A lei proposta por Irajá Abreu interessa a bancos que buscam abrir novas frentes de crédito para agroexportadores investirem em tecnologia – ou seja, máquinas, agrotóxicos e químicos. Mais investimentos geram mais dívidas, que exigem uma produtividade muito acima da capacidade dos agricultores para serem pagas. Com isso, a solução é mecanizar ainda mais a colheita e também expandir em áreas de plantio, o que cria novas rodadas de expansão de fronteiras, endividamentos e investimentos, explica Pitta.
Esse endividamento crescente para se investir em mais produtividade em áreas cada vez maiores é um dos fatores que associam a produção de alimentos à especulação. “Isso pode levar ao estouro de bolhas financeiras”, alerta o geógrafo. Em 2020, 95% da dívida bilionária do setor no Brasil se concentrava no agronegócio, enquanto apenas 5% na agricultura familiar.
Bancos e fundos à margem da lei
A pressão do mercado financeiro por uma lei como a proposta por Irajá existe ao menos desde 2010, quando uma brecha que permitia a venda de terras para estrangeiros foi barrada pelo governo federal. Na época, um parecer da Advocacia Geral da União considerou que empresas domiciliadas no Brasil, mas controladas por sócios, acionistas ou empresas localizadas no exterior, devem ser consideradas estrangeiras e submetidas às restrições da lei de 1971. Para o atual presidente do Senado e entusiasta da nova proposta, Rodrigo Pacheco (DEM/GO), a norma vigente traz “muita insegurança jurídica para o setor produtivo, afugentando o investimento estrangeiro e a implantação de importantes projetos.”

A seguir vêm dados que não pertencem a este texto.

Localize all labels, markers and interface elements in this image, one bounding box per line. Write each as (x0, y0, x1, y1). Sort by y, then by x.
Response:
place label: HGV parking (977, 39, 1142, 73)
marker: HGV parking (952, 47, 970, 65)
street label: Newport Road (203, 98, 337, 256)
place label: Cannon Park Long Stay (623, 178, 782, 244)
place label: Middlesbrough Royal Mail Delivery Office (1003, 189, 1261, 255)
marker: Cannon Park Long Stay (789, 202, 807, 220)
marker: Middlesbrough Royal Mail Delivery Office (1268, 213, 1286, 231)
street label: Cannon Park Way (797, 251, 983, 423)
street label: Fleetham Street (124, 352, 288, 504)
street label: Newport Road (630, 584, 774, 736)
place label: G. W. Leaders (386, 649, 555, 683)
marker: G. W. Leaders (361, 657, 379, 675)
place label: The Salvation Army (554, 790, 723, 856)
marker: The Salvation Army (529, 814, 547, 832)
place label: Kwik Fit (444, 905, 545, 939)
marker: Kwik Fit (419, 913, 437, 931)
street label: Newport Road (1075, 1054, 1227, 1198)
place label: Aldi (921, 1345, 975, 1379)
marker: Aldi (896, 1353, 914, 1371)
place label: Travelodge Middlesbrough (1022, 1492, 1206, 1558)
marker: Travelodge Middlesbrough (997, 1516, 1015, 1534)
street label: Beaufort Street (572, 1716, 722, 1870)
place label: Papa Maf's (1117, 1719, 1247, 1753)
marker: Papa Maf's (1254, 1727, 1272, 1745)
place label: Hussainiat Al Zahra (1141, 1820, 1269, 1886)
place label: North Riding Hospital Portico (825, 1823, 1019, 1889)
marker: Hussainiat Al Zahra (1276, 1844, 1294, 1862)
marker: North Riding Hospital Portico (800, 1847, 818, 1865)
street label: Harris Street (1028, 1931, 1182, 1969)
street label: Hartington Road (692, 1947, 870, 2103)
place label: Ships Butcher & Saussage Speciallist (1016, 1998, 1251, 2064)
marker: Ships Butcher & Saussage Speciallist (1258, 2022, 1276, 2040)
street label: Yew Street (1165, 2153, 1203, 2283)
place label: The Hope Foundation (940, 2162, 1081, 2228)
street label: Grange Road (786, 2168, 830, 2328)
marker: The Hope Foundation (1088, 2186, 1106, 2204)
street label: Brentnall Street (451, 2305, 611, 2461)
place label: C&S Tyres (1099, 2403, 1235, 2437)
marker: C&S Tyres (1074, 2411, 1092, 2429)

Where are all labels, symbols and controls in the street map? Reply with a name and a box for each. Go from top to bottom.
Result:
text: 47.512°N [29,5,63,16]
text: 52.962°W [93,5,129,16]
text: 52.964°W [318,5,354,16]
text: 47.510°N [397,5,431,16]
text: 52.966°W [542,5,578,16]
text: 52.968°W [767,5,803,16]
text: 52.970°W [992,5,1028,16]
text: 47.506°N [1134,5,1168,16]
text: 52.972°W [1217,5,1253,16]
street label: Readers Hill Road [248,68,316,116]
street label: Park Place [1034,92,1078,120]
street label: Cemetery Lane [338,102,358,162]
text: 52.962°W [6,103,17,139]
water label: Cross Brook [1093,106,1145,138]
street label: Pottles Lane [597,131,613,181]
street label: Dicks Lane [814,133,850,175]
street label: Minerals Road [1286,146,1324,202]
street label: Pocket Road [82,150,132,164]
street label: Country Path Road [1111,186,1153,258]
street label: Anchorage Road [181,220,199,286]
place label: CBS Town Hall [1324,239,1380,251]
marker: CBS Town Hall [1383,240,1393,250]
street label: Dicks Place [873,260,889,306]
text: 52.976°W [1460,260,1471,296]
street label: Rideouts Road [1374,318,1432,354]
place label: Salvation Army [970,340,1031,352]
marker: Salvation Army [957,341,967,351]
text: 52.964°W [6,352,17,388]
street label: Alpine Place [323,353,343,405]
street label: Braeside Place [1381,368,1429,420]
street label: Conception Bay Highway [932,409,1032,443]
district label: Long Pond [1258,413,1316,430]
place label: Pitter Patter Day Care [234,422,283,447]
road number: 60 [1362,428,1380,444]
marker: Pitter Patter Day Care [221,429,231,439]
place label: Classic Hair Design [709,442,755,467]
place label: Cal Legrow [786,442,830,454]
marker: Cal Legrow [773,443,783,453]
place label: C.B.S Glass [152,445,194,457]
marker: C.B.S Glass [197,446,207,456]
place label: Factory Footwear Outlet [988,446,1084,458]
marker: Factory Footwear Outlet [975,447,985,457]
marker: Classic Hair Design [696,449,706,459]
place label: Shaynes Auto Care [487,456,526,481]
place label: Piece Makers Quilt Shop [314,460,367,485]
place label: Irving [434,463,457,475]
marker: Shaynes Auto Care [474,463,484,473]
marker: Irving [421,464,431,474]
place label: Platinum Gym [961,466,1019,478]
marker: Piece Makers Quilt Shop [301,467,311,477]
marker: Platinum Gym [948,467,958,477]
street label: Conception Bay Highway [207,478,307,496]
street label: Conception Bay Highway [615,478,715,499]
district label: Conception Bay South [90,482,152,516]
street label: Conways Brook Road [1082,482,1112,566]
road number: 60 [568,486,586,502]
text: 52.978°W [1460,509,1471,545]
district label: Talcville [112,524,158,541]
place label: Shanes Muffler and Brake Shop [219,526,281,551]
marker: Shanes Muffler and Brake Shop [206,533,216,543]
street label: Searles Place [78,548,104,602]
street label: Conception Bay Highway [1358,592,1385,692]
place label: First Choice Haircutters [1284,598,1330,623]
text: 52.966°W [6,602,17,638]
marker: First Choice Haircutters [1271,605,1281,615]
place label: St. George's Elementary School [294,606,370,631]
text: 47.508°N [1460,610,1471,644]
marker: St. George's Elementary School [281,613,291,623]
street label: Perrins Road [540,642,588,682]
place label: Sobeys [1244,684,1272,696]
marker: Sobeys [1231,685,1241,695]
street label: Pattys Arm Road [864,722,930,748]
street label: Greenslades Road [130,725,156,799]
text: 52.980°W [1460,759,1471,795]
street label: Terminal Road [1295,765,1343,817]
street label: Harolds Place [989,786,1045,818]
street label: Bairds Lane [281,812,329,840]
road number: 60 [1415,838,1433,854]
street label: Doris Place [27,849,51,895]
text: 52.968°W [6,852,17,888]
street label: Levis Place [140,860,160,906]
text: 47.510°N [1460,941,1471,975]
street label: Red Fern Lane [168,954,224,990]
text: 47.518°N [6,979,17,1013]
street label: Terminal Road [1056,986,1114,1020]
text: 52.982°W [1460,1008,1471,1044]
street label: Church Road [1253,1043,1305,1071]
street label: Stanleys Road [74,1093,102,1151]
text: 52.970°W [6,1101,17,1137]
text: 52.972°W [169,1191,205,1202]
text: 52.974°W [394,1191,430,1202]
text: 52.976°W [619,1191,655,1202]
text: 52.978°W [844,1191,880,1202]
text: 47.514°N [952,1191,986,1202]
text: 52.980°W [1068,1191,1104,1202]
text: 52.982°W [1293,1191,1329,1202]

Hoje, investidores da China, EUA e Europa aguardam ansiosamente pela aprovação da iniciativa, que removeria tais limitações. No entanto, investimentos do tipo já operam no país. A proibição, apesar de existir, não impediu bancos e fundos de investimento de atuarem à margem da lei em parceria com bilionários e bancos brasileiros. Fundos de pensão norte-americanos e ruralistas argentinos em parceria com o magnata Elie Horn, do grupo Cyrella, e bancos como XP e BTG Pactual, atualmente detêm mais de 300 mil hectares em terras irregulares no Cerrado por meio de consórcio com a Brasilagro, empresa especializada na prática irregular, investigada pelo Incra desde 2016 e suspeita de desmatar mais de 21 mil hectares em mata nativa no país, com multas de até R$ 5 milhões acumuladas no Ibama.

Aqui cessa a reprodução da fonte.